0

I would like to know how to merge two datasets in SAS using a variable's value in the first dataset to select and test a variable in the second dataset.

As an example consider two datasets. The first dataset contains four baby names and the days they were born. The second data set contains three doctors and an array of indicator variables noting if each doctor worked on a particular day. For example Dr. Smith worked on days 2 and 3 only. I would like to create a dataset that lists all the possible baby-doctor combinations where the doctor was working on the day the baby was born.

data babies;
input baby_name $ birth_day;
datalines;
Jake 1
Sonny 4
North 5
Apple 6
;
run;

data doctors;
input  DrLastname $ day1 day2 day3 day4 day5 day6;
datalines;
Jones 1 0 0 1 1 1 
Smith 0 1 1 0 0 0 
Lewis 1 1 1 0 0 0 
;
run;

The solution seems like it should be something like this

proc sql;
 create table merged as
 select babies.*, doctors.* 
 from babies, doctors
 where doctors.day(babies.birth_day) = 1; *<--- incorrect;
quit;

The output should be:

baby_name birth_day DrLastName
Jake      1         Jones
Jake      1         Lewis
Sonny     4         Jones
North     5         Jones
Apple     6         Jones

I have run into this problem a few times and would love to know if this is kind of merge is possible in SAS. Thanks for any help you can provide.

Adam Black
  • 337
  • 3
  • 13

2 Answers2

3

While I probably would also transpose the dataset, it is possible to do so without transposing.

data babies_doctors;
  set babies;
  do _i = 1 to nobs_doctors;
    set doctors point=_i nobs=nobs_doctors;
    array days day1-day6;
    if days[birth_Day] then output;
  end;
run;

This will not be fast, as it checks all rows in the dataset, but it's possible.

Fastest is probably to load it into a vertical hash table (which you could do easily) or a temporary array.
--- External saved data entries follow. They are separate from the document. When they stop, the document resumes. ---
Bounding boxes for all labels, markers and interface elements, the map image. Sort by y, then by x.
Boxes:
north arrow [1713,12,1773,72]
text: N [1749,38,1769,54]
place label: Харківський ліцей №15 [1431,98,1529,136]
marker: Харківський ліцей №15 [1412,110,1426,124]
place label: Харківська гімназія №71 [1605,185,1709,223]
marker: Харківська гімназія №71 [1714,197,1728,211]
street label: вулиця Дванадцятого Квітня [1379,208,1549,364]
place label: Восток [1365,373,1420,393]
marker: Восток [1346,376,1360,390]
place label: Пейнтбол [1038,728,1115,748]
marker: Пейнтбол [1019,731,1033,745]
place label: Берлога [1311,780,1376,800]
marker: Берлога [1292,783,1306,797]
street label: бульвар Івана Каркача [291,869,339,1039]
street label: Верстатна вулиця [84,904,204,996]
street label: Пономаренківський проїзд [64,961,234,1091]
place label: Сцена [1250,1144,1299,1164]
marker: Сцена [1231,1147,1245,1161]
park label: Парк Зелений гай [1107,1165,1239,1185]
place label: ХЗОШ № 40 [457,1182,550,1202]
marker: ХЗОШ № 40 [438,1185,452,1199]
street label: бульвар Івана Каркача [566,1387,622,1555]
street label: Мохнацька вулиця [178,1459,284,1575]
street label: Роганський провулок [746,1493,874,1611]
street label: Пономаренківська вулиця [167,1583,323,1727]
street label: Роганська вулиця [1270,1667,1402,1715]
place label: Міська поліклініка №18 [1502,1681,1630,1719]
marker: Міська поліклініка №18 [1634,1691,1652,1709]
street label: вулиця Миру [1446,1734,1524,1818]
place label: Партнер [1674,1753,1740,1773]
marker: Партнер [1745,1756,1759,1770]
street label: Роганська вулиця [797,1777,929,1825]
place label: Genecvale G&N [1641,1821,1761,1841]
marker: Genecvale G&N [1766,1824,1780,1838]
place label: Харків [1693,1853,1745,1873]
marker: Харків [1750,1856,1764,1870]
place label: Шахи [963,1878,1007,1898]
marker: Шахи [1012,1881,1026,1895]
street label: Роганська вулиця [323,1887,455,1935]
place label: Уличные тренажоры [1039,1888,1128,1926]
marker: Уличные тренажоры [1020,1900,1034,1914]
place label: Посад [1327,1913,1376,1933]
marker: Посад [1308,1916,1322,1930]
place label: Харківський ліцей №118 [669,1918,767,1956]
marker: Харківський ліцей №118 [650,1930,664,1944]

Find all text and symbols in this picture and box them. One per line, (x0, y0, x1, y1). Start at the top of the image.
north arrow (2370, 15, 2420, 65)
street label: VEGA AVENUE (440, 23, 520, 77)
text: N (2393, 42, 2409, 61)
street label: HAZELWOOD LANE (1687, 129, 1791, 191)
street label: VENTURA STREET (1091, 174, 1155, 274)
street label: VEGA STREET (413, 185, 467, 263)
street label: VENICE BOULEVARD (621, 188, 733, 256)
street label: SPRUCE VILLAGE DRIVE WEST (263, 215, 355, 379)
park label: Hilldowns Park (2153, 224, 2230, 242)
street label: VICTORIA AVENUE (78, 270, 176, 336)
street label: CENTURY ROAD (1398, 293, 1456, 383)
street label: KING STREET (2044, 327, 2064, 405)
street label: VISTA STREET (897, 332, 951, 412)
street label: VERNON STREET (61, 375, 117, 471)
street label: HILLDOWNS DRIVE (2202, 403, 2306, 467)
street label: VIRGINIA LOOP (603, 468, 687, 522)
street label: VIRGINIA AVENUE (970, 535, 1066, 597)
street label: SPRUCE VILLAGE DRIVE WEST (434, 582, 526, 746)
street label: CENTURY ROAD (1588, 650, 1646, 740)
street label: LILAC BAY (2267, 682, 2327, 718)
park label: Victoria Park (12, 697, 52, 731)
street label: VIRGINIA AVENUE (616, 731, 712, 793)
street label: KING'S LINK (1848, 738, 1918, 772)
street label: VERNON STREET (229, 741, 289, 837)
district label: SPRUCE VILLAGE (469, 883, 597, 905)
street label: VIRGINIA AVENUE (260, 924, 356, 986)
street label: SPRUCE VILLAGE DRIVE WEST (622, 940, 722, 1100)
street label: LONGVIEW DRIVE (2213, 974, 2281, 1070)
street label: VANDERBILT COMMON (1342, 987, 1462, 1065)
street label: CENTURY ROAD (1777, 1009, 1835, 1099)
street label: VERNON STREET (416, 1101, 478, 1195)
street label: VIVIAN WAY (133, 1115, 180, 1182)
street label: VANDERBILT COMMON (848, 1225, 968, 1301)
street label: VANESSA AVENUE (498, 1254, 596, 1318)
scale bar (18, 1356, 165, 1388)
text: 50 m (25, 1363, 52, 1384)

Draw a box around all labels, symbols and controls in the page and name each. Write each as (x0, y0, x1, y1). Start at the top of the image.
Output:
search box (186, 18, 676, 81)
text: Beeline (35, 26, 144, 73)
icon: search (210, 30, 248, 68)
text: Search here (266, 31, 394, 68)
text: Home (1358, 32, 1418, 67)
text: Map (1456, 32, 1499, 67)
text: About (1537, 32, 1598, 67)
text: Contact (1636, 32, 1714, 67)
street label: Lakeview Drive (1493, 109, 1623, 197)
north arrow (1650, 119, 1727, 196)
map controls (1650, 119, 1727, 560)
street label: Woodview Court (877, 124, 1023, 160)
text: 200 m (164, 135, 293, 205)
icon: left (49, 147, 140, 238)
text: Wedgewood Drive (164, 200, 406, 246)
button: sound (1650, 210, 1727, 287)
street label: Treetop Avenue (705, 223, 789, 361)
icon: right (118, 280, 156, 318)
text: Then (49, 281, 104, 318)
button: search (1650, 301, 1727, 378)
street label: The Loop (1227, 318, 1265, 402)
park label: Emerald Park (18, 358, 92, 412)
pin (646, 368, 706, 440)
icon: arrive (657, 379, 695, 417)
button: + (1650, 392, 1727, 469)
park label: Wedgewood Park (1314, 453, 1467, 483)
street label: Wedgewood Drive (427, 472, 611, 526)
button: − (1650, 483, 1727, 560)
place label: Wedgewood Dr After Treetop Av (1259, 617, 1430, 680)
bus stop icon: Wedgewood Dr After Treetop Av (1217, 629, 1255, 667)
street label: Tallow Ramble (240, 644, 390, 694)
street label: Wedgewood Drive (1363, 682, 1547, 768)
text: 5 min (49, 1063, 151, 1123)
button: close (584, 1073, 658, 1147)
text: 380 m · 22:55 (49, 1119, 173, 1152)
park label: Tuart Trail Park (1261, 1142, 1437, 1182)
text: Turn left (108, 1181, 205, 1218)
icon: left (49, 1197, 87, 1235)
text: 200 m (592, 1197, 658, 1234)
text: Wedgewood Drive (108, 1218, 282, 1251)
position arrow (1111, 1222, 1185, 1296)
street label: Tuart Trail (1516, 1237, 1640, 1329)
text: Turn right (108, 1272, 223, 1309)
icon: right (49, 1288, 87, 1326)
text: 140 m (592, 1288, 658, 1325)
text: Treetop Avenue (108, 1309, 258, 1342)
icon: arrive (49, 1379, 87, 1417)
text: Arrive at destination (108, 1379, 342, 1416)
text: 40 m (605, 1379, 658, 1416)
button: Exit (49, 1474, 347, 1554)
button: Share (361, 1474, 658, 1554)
data babies_doctors_array;
  array drnames[32767] $80 _temporary_;
  array drdays[32767,6] _temporary_;
  if _n_=1 then do;
    do _i = 1 to nobs_doctors;
      set doctors point=_i nobs=nobs_doctors;
      array days day1-day6;
      drnames[_i]=DrLastname;
      do _j = 1 to dim(days);
        drdays[_i,_j]=days[_j];
      end;
    end;
  end;
  set babies;
  do _k = 1 to nobs_doctors;
    if drdays[_k,birth_day]=1 then do;
        baby_drlastname = drnames[_k];
        output;
    end;
  end;
run;
Joe
  • 62,789
  • 6
  • 49
  • 67
  • Thank you for these solutions! Am I correct in assuming that there is no way to perform this type of dynamic (for lack of a better word) merge using proc sql? – Adam Black Jul 30 '15 at 19:13
  • There's always a way to do everything in sql, but I don't think it would be as easy. You can't use `vname` in sql, though, which is what you'd have to do really (and there is no array concept), so it would be a lot of typing. – Joe Jul 30 '15 at 19:15
1

I might shift the second dataset and then merge on day.

Something like (in untested pseudo code):

    data new_1-new_6;
    set doctor;
    array day_1-day_6 day_{6}
    for i in 1 to 6:
      if day_{i} = 1 then do;
         day = i;
         output new_{i};
      end;
    end;
    run;

    data stacked;
      set day_1-day_6;
    run;

Then simply merge based on the field day.

JJFord3
  • 1,976
  • 1
  • 25
  • 40